A. The Background

If you want to understand the Tiger Woods vs Rules of Golf controversy, you need to master the basics:  the USGA rules and decisions that apply to the situation.  If you don’t understand these four edicts, you will never understand the controversy.  Here are the four key items (with italics added for emphasis):

  •  Rule 26-1, paragraph a. of the USGA’s Rules of Golf, prescribing one of the four options available when a player hits a ball into a water hazard:  “Proceed under the stroke and distance provision of Rule 27-1 by playing a ball as nearly as possible at the spot from which the original ball was last played (see Rule 20-5).”  As you will see, Woods violated that rule, by dropping his replacement ball too far from that spot.
  •  Rule 6-6 of the Rules of Golf.  The pertinent part of Rule 6-6 is:  “The competitor is responsible for the correctness of the score recorded for each hole on his score card. If he returns a score for any hole lower than actually taken, he is disqualified.”  Because Woods returned a score that did not reflect the proper (2-stroke) penalty for violating Rule 26-1, Rule 6-6 came into play, and Woods should have been disqualified, unless he qualified for a waiver of rule 6-6.
  •  Rule 33-7 of the Rules of Golf (so critical to this discussion, it will be called the “RULE”).  The pertinent part of the RULE is:  “A penalty of disqualification may in exceptional individual cases be waived, modified or imposed if the Committee considers such action warranted.”  The RULE is the USGA publication that was indicated by Fred Ridley, head of the Masters rules committee, as the basis for the committee’s decision to impose the 2-stroke penalty for a 27-1 violation but to refrain from disqualifying Woods under 6-6 – in other words, it was the basis for their decision to waive the disqualification penalty..
  •  Decision 33-7/4.5 of the USGA (it will be called the “DECISION”), adopted in 2011 by both the USGA and the Royal & Ancient Golf Club (the “R & A,” the organization that runs the British Open).  Note that the number of the DECISION (33-7/4.5) is similar to the number of RULE (33-7), but that the DECISION and the RULE are two different things.

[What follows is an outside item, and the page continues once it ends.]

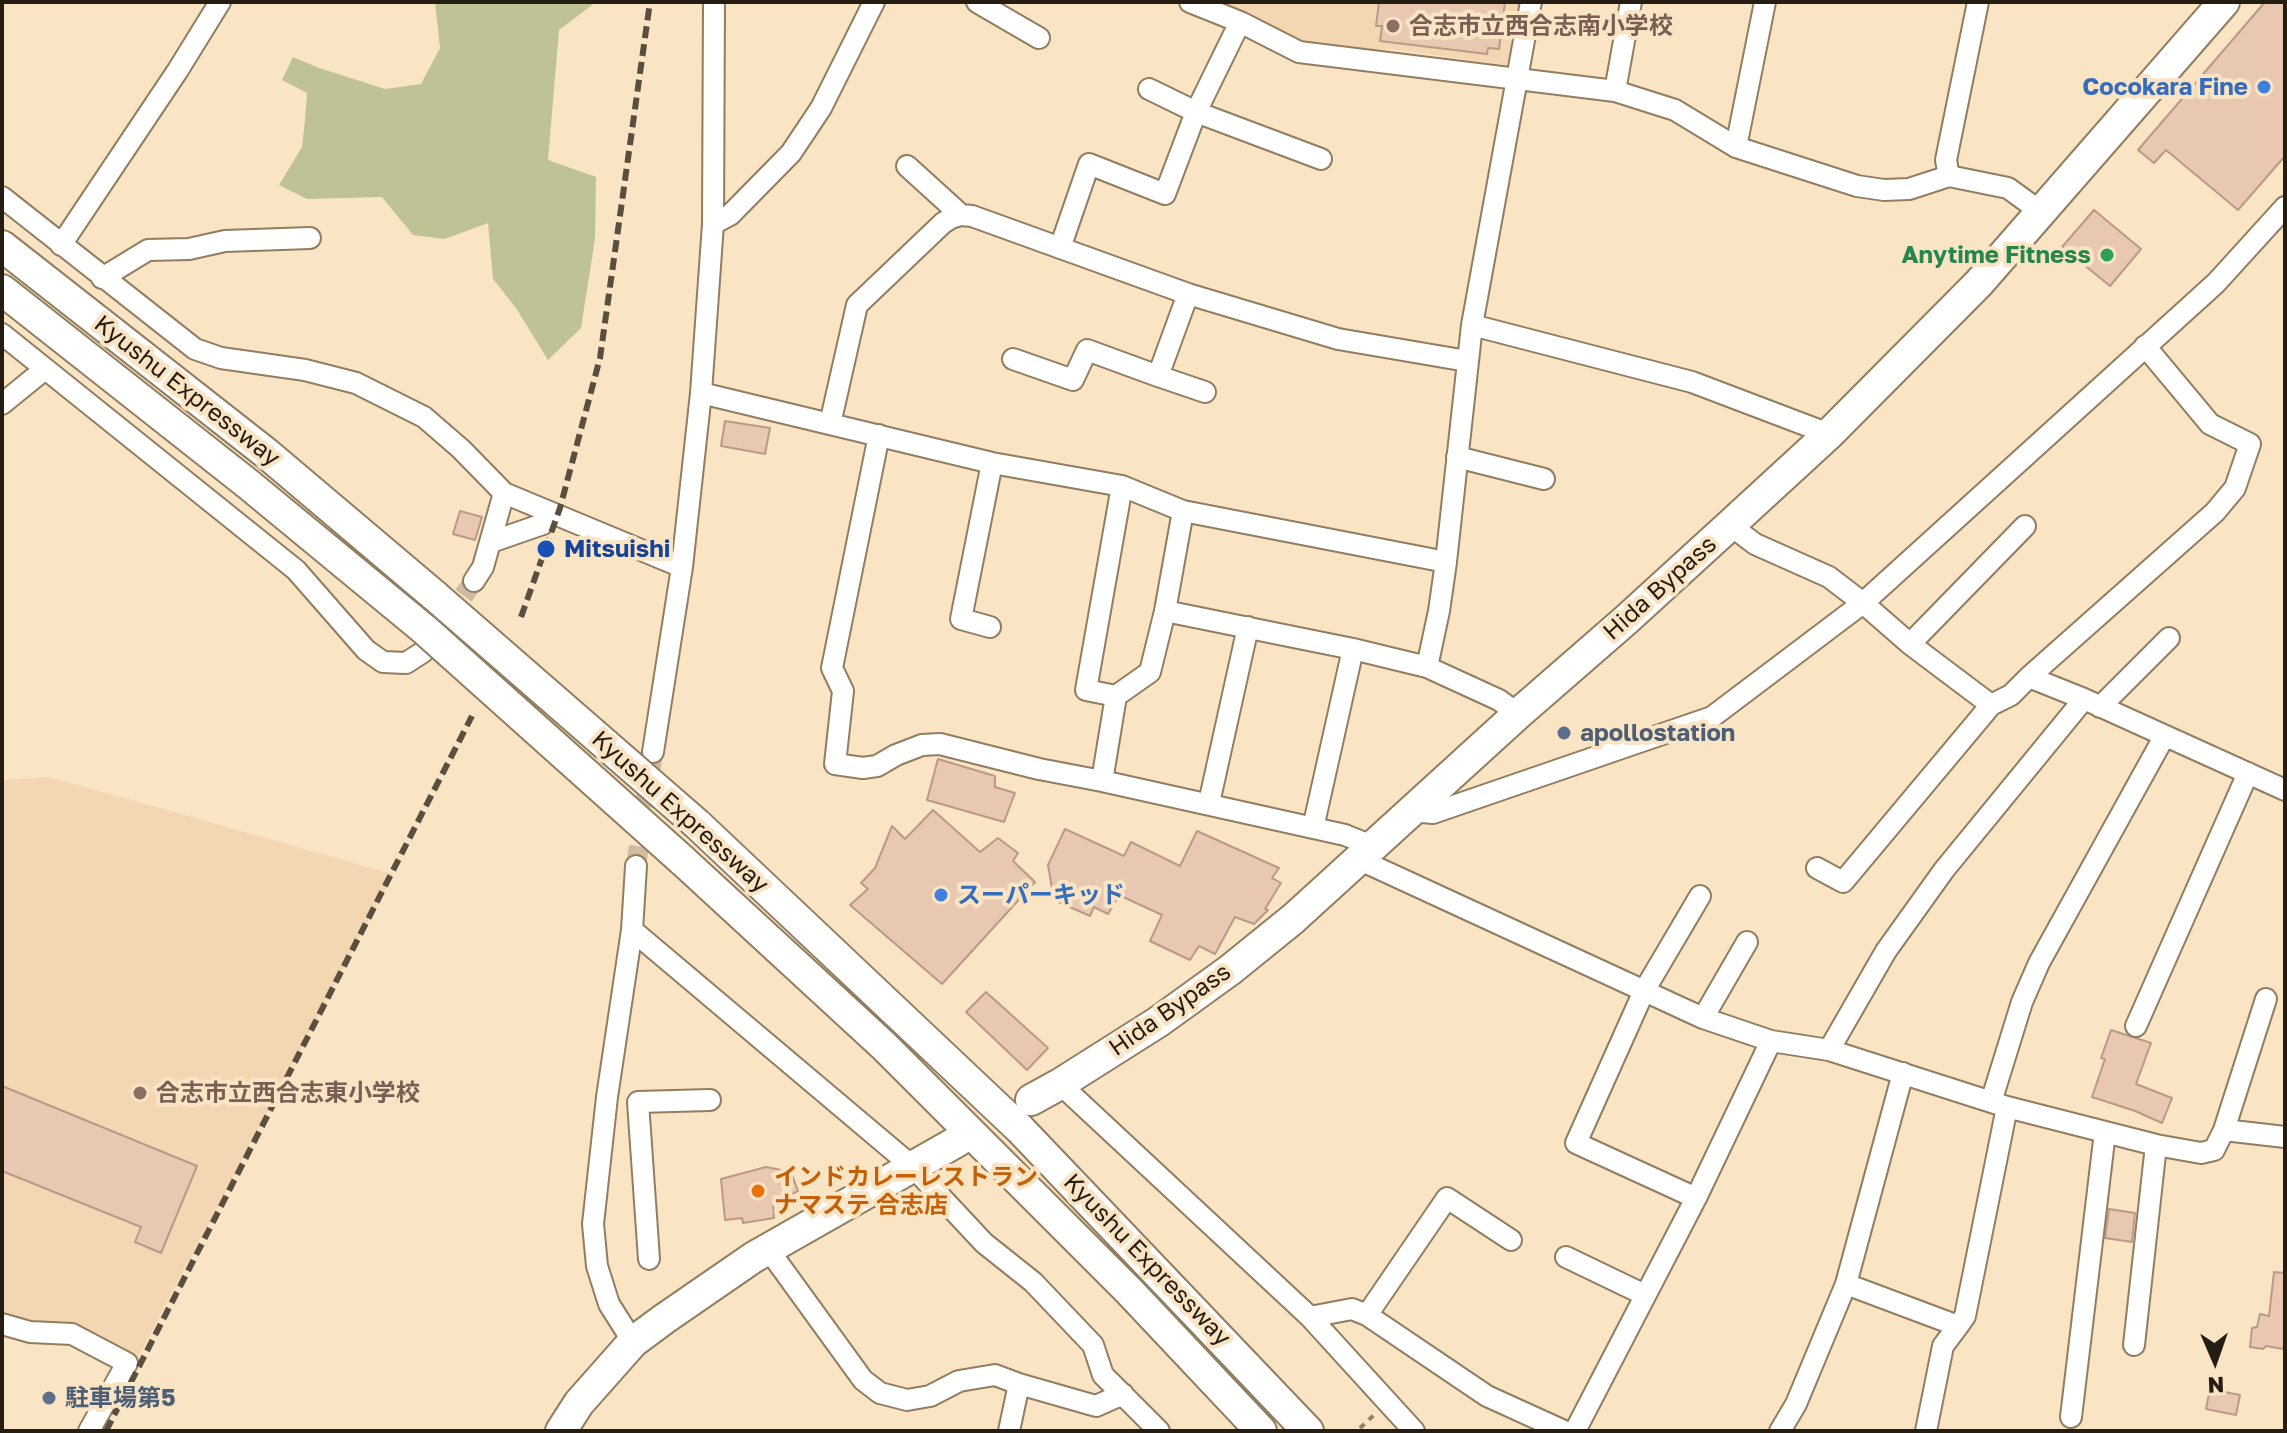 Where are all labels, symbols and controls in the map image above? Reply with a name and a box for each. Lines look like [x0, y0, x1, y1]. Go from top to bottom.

Decisions are essentially interpretations of Rules.  They are like federal Regulations issued by the government to explain or interpret federal statutes – the “Regs” are not exactly laws, but you are still in trouble if you do not obey them. The DECISION is the USGA edict that has been (mistakenly) referred to by nearly all the commentators as the basis for the Masters rules committee’s decision to give Woods a waiver of the disqualification penalty for violating Rule 6-6, even though he signed an incorrect scorecard.  (The commentators are mistaken because it was Rule 33-7, not Decision 33-7/4.5, that was the the rules committee’s announced reason for its ruling.  This is a critical point:  the commentators have been fooled into thinking the waiver was based on the DECISION, not the RULE.)  Here are the pertinent parts of the DECISION (with italics added for emphasis):

Decision 33-7/4.5 is a “new interpretation of the rules . . . where disqualifications have been caused by score card errors identified as the result of recent advances in video technologies. . . . This revision . . . addresses the situation where a player is not aware he has breached a Rule because of facts that he did not know and could not reasonably have discovered prior to returning his score card. . . .  the disqualification penalty still applies for score card breaches that arise from ignorance of the Rules of Golf. . . . this decision reinforces that it is still the responsibility of the player to know the Rules.”   

B.  The Facts

You do not need a law degree to understand why the DECISION should not have helped Woods, because it did not apply – it does NOT describe the Tiger Woods case.  There were no facts that Woods did not know.  Woods knew he had hit his ball into a yellow-staked water hazard (regardless of how zany a path it took to get there), and – most importantly – he knew that the place from which he chose to drop a replacement ball was NOT as close as possible to the spot from which he had played the unlucky shot.  Apparently he did not know, or perhaps temporarily forgot, the yellow-stake rules – specifically, the rule that, if you elect not to play from the hazard or from the designated drop area and you also reject (as Woods did) the geometrically complicated option of playing from “behind” the hazard, the yellow-stake rule leaves you with only one other option:  take a penalty stroke and “play a ball as nearly as possible at the spot from which the original ball was last played.”  (The option identified above as Rule 26-1 a.)  What Woods actually did, and publicly acknowledged after his round – indeed, bragged – that he did, was that he played his replacement ball from a spot that was a couple of yards back from the spot from which he had played his original ball, in order to make sure his second effort would not hit the flagstick or go over the green.  In essence, he rejected the first three options and settled on an incorrect attempt at the fourth option.  Partly as a result of Woods’s own words, it is now 100% certain that Woods’s breach of the rules was based upon ignorance of the rules (whether permanent or based upon a temporary memory lapse), not upon any lack of awareness as to factual circumstances – like the place where his unlucky shot bounced into the water, the spot from which he had hit that shot, and the different spot from which he hit his replacement ball.  (The Rules of Golf themselves, are certainly not “facts,”  and apparently no one has yet had the temerity to suggest that a Rule of Golf is a fact, certainly not in the context of the DECISION.) 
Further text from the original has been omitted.